> Hi Guys,
> Trying to understand QoS, but got very confused. Understand the basics
> behind it but got do not understand how packets/frames are "tagged" for QoS
> Layer 3 QoS uses TOS bits in the IP Frame. Also DSCP extends the possible
> number of QoS "classes". Is this all OK?
> Where does 802.1p Layer 2 QoS come in as I see that some switches (Layer 2)
> i.e Catalyst 5000 have QoS enabled would this be 802.1p in the Ethernet
> In a real network what are advantages/disadvantages of Layer2/3 QoS.
Each layer defines its own QoS mechanisms unrelated to the other
layers. So 802.1p (now 802.1D) defines QoS mechanims at Layer 2
for IEEE 802 networks.
DiffServ defines the QoS mechanisms at Layer 3 for IP networks.
In the Layer 2 world, the QoS that a frame receives is defined
either by the priority bits in the VLAN tag, or based on the
physical port on which it entered the switch. The default
queueing mechanism in the switch is priority queueing, and a
switch may have up to 8 of these. However, the priority bits are
used to map frames to "traffic classes" and any queueing
behvaior is allowed as long as the packet ordering constraints
are met -- no reordering is allowed for a given (SA, DA, Priority).
There are no admission control mechanisms defined (such as policing
DiffServ on the other hand defines IP packet behavior in the router
to achieve QoS. Upon entering the router, a packet is classified
either based on its existing DSCP or based on other fields in the
packet. The packet then goes through policing, remarking (where
the DSCP may be updated based on the results of classification/policing),
and finally queueing.
How they tie together is implementation-specific. Basically,
in DiffServ, you have the ability to mark packets of a certain
class as having a higher drop preference. This would be done
at the router. When the packet enters an Ethernet switched
network interconnecting routers, the Ethernet switch typically
won't understand this and will treat all packets at the same
drop preference. The router is also responsible for mapping
the DSCP to an appropriate user priority in the 802.1Q header.
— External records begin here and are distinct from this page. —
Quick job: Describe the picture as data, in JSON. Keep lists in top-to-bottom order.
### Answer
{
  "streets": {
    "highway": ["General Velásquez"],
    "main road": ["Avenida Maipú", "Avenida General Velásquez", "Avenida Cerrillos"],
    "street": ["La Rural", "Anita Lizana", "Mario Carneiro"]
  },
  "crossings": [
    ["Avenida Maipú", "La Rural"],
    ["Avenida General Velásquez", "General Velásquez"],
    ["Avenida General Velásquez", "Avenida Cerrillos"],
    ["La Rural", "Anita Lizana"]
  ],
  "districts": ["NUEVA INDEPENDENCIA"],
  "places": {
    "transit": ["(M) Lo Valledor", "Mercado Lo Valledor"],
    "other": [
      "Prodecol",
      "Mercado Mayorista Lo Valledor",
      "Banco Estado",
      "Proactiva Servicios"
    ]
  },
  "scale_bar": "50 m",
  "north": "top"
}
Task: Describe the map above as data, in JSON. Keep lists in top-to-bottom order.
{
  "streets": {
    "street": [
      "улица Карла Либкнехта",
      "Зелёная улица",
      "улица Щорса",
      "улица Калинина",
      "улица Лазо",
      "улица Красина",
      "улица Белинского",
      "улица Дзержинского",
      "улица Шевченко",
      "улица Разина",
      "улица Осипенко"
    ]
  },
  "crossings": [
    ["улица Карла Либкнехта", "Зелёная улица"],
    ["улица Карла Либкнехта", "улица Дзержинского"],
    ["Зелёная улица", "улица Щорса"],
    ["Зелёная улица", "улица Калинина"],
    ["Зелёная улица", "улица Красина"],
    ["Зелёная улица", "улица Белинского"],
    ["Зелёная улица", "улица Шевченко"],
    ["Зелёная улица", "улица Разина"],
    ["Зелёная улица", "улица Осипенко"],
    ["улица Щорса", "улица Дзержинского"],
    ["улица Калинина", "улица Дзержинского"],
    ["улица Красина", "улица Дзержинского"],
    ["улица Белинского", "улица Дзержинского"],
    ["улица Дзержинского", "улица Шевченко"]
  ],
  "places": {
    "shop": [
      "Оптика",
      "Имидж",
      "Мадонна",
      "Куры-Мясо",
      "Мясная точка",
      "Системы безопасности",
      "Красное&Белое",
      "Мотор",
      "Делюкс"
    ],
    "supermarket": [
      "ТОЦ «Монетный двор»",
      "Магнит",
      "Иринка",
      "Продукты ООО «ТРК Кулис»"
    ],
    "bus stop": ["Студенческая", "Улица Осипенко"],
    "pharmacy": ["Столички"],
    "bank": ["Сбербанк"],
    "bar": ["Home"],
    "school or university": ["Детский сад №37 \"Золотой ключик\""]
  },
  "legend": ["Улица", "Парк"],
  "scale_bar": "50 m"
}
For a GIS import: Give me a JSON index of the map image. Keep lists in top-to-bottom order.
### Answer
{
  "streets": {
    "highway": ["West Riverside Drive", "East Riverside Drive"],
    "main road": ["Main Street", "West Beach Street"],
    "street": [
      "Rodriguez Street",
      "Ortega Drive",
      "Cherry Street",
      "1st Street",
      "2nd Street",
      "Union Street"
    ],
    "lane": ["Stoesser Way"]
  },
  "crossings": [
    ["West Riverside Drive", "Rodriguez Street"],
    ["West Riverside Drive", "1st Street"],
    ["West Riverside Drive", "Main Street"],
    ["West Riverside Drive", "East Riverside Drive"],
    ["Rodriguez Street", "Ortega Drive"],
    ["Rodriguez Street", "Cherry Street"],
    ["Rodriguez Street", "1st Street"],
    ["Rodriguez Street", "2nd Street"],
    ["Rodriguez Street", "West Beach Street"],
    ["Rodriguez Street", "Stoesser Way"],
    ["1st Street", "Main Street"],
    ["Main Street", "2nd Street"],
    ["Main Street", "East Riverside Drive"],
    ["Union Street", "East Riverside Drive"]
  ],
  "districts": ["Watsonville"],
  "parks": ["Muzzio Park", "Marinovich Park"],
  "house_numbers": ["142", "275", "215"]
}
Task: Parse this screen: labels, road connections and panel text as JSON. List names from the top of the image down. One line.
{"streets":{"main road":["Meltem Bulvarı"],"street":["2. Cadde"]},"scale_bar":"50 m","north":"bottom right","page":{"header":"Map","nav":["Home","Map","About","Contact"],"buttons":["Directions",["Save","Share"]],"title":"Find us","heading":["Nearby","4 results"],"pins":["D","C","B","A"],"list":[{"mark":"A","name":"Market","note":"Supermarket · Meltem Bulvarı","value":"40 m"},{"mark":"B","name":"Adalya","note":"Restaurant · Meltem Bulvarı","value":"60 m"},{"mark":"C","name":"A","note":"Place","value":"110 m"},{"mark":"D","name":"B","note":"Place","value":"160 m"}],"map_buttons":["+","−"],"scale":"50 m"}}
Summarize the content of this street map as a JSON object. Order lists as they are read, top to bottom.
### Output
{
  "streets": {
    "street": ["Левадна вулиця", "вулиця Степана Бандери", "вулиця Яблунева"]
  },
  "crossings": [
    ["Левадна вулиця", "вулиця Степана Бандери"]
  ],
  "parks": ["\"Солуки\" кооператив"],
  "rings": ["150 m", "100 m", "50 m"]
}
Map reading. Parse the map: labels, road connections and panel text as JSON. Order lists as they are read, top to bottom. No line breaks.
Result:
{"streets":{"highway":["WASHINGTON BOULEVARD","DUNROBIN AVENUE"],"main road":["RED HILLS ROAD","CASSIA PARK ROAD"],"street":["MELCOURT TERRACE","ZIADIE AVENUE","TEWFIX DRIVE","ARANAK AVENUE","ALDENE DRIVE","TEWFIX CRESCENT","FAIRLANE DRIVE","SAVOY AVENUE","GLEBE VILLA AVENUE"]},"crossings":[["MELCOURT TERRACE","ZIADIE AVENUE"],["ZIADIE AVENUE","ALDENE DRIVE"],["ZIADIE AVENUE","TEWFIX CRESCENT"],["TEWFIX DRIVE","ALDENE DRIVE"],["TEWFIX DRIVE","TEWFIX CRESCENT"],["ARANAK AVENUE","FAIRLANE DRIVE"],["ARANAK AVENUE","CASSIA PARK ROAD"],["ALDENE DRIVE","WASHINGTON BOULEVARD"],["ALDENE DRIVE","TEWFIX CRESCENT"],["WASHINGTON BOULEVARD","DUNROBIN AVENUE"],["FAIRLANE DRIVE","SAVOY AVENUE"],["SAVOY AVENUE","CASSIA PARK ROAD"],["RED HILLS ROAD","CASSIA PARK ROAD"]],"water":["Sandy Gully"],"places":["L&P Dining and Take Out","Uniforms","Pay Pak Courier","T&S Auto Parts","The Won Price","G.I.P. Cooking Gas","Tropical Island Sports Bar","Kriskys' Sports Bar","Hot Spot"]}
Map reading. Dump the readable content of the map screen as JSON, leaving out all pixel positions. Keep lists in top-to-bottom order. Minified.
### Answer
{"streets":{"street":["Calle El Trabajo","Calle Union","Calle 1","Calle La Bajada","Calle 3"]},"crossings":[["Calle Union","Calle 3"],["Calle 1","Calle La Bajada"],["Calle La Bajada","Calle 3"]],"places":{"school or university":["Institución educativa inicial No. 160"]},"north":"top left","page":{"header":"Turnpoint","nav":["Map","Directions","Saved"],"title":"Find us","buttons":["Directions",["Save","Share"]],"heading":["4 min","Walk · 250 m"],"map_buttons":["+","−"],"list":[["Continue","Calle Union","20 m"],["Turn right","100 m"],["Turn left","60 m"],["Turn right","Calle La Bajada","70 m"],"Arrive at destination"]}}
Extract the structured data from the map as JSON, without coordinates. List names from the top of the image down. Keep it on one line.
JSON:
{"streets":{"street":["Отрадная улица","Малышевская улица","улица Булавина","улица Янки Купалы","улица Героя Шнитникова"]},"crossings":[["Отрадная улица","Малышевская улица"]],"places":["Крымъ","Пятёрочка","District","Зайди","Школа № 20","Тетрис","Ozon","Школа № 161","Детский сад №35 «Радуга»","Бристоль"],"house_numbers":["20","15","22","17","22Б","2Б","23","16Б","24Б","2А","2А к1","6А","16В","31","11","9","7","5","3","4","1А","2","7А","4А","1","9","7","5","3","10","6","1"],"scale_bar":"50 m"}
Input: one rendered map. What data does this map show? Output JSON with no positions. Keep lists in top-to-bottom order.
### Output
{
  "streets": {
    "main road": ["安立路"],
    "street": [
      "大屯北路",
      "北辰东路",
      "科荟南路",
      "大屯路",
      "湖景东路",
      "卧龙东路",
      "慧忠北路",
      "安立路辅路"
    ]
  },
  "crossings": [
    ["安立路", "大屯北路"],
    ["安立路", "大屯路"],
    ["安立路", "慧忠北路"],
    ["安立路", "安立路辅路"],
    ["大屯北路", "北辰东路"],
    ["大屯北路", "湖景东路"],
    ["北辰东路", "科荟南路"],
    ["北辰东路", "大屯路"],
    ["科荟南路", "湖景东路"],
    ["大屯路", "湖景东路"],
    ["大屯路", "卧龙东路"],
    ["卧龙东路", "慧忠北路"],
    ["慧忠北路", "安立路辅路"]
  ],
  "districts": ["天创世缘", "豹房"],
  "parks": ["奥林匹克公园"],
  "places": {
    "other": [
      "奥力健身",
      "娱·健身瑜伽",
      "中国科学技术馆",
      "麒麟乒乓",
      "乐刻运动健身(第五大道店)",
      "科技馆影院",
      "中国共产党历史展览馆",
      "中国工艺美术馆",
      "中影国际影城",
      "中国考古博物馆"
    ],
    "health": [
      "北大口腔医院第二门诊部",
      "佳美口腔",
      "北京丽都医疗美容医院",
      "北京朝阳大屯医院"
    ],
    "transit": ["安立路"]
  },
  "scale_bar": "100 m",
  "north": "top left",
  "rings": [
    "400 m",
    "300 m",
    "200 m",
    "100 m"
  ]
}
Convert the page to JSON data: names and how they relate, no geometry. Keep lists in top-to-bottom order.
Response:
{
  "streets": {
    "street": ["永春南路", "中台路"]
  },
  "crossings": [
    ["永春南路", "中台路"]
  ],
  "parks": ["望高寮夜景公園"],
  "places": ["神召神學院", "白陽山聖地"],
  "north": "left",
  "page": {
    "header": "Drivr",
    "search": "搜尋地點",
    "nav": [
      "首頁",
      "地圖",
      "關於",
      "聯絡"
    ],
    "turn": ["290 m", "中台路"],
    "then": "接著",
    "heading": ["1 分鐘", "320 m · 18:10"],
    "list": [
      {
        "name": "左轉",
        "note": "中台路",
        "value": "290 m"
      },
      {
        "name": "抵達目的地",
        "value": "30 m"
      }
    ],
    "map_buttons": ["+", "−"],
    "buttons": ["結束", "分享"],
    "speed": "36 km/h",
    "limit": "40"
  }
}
So basically, the mechanism at L3 is much more richer, but it
can only take advantage of the functionality allowed by L2 when
the packet is going between routers if the routers interconnected
using an L2 network (as opposed to being directly connected).
Enabling QoS on your switch will require some configuration
in the network of policies that determine how a frame is supposed
to receive a certain QoS. This will typically be done at the
You will only see an advantage to QoS if your network is somewhat
overloaded. In those instances, certain traffic can be prioritized
over others. This allows applications with time-critical traffic
(such as VoIP) to achieve acceptable quality even in the presence
of large amounts of non-time-critical traffic (such as file
transfers). If the network is always very lightly loaded, you
won't have much to gain from enabling QoS.
This is a very short overview. Other than implementing the basic
mechanisms, there's many different ways that vendors use to tie
the mechanisms at L2/L3 together. I'd suggest understanding the
basics by reading the relevant standards, and then understanding
what capabilities are provided by your vendor.